▸ **Problem to solve**
A complete answer includes every line below with the word "white".

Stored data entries
▼
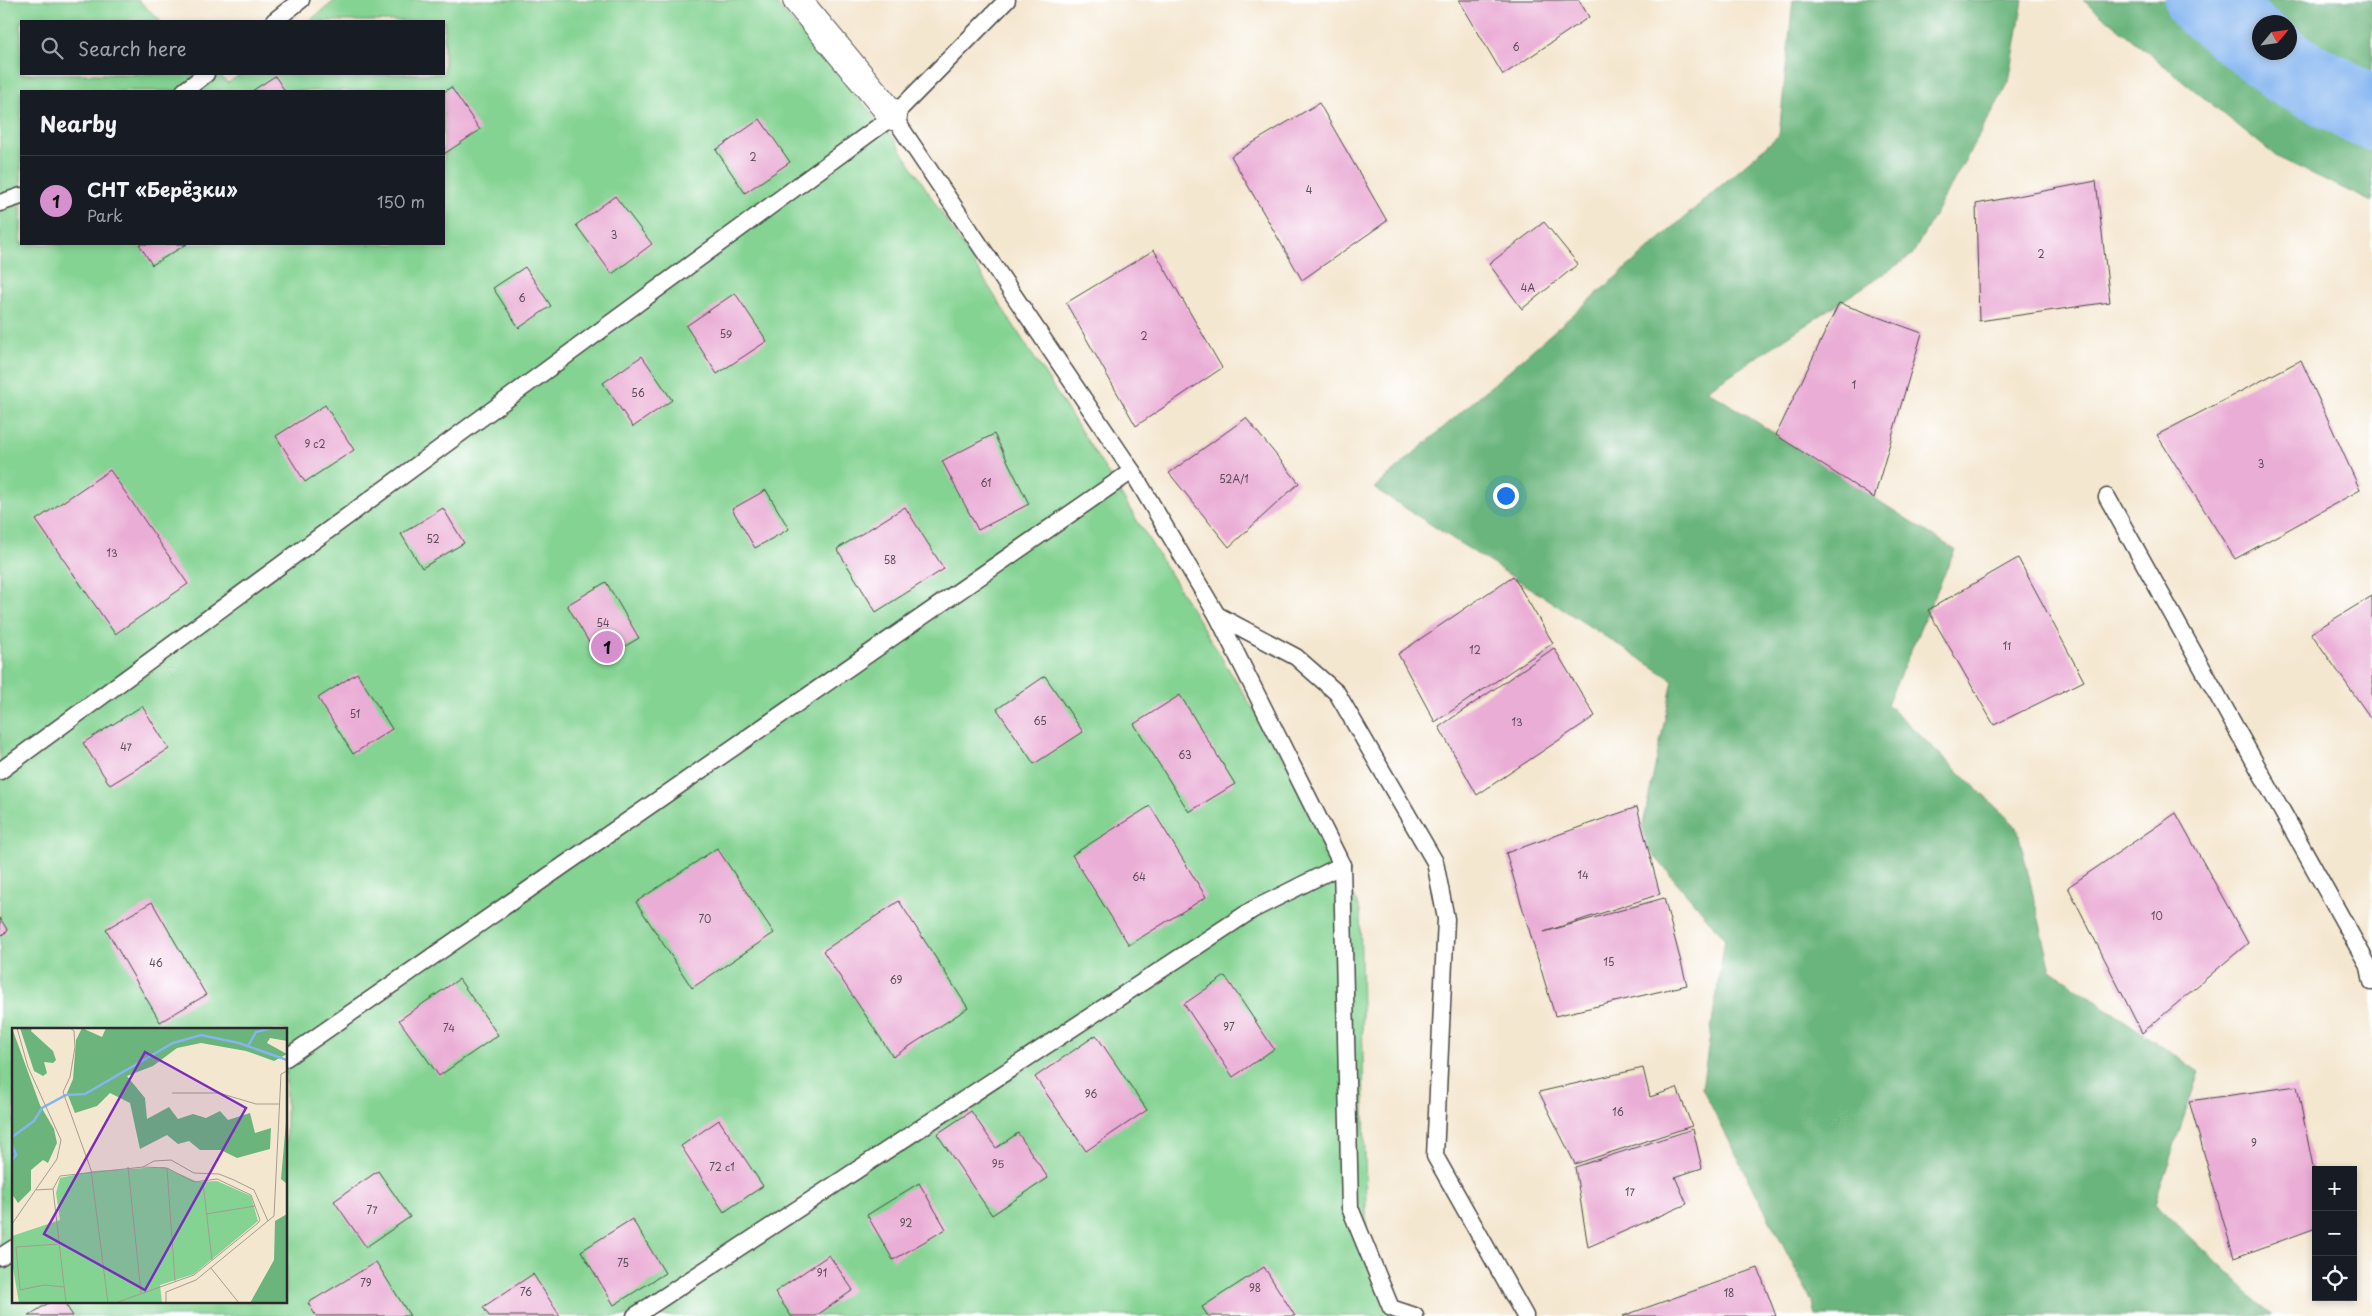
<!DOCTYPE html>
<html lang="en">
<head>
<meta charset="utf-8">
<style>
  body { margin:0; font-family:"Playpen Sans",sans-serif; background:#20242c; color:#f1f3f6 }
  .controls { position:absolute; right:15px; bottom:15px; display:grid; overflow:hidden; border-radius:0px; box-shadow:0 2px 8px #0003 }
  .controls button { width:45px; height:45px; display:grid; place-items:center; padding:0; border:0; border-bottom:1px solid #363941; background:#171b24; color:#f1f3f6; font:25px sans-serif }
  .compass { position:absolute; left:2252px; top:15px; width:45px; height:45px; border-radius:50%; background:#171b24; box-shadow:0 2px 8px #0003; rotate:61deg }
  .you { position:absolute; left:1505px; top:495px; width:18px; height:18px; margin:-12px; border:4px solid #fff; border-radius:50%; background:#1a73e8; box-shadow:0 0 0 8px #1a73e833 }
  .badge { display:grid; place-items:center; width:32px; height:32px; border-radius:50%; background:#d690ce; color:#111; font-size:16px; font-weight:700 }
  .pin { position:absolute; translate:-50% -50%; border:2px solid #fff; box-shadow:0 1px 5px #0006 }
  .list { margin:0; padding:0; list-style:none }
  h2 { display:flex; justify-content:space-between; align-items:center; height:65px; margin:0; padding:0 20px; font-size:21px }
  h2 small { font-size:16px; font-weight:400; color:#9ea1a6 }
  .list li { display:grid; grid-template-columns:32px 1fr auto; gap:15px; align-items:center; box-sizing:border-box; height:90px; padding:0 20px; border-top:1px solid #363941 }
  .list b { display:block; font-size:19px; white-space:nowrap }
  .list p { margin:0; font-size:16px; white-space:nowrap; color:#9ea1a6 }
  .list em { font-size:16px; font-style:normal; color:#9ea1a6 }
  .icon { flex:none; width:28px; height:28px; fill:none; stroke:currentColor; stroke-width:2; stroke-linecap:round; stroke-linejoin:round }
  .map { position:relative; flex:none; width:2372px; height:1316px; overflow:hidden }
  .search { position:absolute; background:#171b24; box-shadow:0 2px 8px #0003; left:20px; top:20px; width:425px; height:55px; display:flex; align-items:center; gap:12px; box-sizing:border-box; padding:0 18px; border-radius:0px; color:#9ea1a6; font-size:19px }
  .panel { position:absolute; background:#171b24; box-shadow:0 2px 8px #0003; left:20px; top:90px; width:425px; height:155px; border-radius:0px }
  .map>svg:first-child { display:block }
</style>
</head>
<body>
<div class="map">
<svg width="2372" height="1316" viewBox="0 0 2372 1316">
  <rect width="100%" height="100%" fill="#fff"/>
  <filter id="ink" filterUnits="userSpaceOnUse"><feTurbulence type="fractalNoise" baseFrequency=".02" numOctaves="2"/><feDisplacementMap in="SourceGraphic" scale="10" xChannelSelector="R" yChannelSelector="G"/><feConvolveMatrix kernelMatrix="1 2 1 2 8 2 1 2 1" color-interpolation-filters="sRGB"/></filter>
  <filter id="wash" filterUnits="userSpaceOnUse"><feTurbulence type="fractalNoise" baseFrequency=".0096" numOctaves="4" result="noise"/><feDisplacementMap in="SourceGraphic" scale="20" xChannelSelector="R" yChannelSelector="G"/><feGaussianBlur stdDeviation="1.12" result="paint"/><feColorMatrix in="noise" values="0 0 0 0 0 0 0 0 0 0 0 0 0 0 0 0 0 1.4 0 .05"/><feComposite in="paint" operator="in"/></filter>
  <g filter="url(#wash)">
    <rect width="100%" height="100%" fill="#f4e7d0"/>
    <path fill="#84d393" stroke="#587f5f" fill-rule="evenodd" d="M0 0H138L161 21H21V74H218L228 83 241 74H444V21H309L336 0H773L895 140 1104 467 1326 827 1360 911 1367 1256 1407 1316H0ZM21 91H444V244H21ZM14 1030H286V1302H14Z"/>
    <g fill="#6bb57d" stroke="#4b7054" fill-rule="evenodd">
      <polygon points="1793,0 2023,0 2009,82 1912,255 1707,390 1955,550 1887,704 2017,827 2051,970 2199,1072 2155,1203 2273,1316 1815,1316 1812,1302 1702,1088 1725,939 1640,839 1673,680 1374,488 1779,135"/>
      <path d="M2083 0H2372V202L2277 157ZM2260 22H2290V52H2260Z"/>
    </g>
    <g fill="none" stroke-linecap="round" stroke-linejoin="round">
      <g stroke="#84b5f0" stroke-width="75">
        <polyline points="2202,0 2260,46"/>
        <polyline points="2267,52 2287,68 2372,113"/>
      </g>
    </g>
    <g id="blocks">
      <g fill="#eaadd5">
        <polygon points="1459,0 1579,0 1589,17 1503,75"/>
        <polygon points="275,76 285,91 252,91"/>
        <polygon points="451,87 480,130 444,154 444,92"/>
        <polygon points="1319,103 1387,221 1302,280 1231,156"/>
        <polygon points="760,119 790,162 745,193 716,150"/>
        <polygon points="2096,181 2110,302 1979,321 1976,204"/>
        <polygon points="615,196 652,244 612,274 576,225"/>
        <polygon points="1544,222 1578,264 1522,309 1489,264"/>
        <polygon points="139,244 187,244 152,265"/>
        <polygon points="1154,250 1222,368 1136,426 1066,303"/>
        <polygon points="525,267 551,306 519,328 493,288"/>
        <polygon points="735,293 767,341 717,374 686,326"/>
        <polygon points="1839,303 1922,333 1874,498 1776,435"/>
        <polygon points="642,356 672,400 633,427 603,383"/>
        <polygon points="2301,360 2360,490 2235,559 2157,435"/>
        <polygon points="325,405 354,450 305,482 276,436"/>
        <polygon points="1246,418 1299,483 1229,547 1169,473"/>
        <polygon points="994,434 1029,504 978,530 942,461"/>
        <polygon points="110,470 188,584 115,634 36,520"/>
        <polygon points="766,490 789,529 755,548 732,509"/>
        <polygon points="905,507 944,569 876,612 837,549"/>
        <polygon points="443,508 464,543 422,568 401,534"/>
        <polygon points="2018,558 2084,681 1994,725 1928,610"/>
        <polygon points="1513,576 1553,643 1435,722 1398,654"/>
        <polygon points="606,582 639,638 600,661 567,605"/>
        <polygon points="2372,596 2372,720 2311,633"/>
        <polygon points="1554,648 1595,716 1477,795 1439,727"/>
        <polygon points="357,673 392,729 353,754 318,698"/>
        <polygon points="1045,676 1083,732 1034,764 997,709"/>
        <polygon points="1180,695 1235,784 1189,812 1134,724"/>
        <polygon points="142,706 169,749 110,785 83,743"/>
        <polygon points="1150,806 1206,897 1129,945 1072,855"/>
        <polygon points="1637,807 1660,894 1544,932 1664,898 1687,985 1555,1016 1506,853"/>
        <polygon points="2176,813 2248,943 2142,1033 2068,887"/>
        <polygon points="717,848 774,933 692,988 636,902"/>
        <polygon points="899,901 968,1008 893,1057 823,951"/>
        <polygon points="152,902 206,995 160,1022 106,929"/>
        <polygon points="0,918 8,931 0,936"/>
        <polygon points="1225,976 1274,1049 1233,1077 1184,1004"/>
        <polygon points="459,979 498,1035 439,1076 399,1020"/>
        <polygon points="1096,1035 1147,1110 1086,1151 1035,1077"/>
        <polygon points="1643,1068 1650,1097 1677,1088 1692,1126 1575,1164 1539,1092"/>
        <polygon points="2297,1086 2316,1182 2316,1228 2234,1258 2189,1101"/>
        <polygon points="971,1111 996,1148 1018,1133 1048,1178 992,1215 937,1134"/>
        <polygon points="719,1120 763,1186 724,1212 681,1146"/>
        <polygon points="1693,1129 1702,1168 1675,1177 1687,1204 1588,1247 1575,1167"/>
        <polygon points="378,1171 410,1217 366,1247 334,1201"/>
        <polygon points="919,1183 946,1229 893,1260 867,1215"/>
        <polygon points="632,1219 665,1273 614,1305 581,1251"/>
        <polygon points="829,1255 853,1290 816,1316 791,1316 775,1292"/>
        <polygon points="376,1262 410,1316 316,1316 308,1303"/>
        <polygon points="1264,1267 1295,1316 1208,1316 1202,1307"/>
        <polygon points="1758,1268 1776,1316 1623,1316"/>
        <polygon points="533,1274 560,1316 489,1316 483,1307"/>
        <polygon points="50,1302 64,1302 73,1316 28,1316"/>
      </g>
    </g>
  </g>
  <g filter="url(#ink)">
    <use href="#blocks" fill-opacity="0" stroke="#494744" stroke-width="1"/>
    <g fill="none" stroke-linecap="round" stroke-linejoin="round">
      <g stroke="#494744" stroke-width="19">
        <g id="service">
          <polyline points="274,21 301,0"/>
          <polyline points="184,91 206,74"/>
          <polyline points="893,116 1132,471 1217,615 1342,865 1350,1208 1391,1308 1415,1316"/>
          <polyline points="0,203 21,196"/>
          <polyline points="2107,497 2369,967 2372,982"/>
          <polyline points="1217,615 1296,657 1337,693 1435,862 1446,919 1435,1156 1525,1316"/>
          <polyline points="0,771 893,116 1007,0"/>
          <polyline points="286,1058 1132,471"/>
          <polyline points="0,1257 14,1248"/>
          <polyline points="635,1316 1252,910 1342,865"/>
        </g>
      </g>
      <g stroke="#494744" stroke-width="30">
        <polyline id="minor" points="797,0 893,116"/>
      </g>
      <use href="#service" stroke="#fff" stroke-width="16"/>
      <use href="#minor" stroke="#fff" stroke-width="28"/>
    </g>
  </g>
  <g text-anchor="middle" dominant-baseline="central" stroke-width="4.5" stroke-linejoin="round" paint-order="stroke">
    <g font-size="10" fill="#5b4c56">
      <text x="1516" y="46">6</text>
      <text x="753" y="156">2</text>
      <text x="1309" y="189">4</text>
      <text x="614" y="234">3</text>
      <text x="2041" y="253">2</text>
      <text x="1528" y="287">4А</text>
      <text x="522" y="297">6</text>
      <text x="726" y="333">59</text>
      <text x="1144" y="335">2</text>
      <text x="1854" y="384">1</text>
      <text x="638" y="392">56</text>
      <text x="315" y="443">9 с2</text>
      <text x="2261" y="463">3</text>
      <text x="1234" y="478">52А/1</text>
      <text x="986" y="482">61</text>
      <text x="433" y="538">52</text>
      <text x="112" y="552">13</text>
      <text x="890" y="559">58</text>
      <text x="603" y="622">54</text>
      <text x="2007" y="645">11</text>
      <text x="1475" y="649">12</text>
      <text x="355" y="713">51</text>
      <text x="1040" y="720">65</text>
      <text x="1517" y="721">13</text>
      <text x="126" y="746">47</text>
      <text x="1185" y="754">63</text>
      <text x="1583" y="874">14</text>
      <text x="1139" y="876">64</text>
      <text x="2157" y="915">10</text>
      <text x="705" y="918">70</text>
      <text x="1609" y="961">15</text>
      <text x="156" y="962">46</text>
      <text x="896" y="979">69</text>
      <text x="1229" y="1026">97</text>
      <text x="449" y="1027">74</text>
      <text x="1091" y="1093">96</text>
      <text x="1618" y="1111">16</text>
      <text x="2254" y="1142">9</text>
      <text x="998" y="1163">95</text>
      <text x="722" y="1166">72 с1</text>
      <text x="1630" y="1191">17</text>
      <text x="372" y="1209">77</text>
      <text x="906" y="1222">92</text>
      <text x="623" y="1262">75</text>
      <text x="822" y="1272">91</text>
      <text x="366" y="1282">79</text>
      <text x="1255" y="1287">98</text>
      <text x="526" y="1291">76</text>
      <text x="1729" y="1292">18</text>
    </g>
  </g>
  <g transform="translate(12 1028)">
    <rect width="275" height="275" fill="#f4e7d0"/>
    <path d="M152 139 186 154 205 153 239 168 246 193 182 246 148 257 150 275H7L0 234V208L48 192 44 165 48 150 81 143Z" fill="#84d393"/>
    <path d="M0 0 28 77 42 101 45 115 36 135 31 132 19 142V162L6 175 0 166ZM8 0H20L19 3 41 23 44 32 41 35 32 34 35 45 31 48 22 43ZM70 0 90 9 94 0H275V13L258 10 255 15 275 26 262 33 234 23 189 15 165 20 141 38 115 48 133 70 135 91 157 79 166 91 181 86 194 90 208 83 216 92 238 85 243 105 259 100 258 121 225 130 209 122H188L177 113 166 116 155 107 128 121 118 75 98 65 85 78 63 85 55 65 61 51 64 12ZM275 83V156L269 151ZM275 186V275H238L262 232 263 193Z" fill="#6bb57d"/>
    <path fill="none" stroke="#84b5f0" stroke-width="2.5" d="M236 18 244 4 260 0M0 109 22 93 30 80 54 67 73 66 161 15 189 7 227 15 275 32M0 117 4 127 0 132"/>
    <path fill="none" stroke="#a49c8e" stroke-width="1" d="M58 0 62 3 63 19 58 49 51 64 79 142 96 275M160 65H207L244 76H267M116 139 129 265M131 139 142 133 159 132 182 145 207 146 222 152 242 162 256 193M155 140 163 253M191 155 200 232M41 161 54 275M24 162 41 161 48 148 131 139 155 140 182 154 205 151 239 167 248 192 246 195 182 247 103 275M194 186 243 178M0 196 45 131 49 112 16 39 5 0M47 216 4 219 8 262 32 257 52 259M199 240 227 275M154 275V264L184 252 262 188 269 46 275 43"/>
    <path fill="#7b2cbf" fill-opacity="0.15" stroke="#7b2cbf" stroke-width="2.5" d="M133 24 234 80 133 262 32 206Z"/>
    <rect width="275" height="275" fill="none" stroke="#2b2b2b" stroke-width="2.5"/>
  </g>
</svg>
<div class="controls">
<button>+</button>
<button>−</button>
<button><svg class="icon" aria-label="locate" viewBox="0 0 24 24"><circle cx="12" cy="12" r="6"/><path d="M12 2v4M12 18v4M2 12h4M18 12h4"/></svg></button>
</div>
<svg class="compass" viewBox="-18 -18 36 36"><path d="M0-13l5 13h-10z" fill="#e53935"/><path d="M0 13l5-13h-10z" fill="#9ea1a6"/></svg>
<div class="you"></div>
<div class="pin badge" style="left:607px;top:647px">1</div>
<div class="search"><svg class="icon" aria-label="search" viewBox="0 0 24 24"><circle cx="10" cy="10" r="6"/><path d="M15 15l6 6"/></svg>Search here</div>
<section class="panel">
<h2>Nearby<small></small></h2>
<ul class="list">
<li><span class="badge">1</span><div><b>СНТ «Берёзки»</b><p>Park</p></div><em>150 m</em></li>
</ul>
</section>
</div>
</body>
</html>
▲
▸ **Answer to this exercise**
  .list b { display:block; font-size:19px; white-space:nowrap }
  .list p { margin:0; font-size:16px; white-space:nowrap; color:#9ea1a6 }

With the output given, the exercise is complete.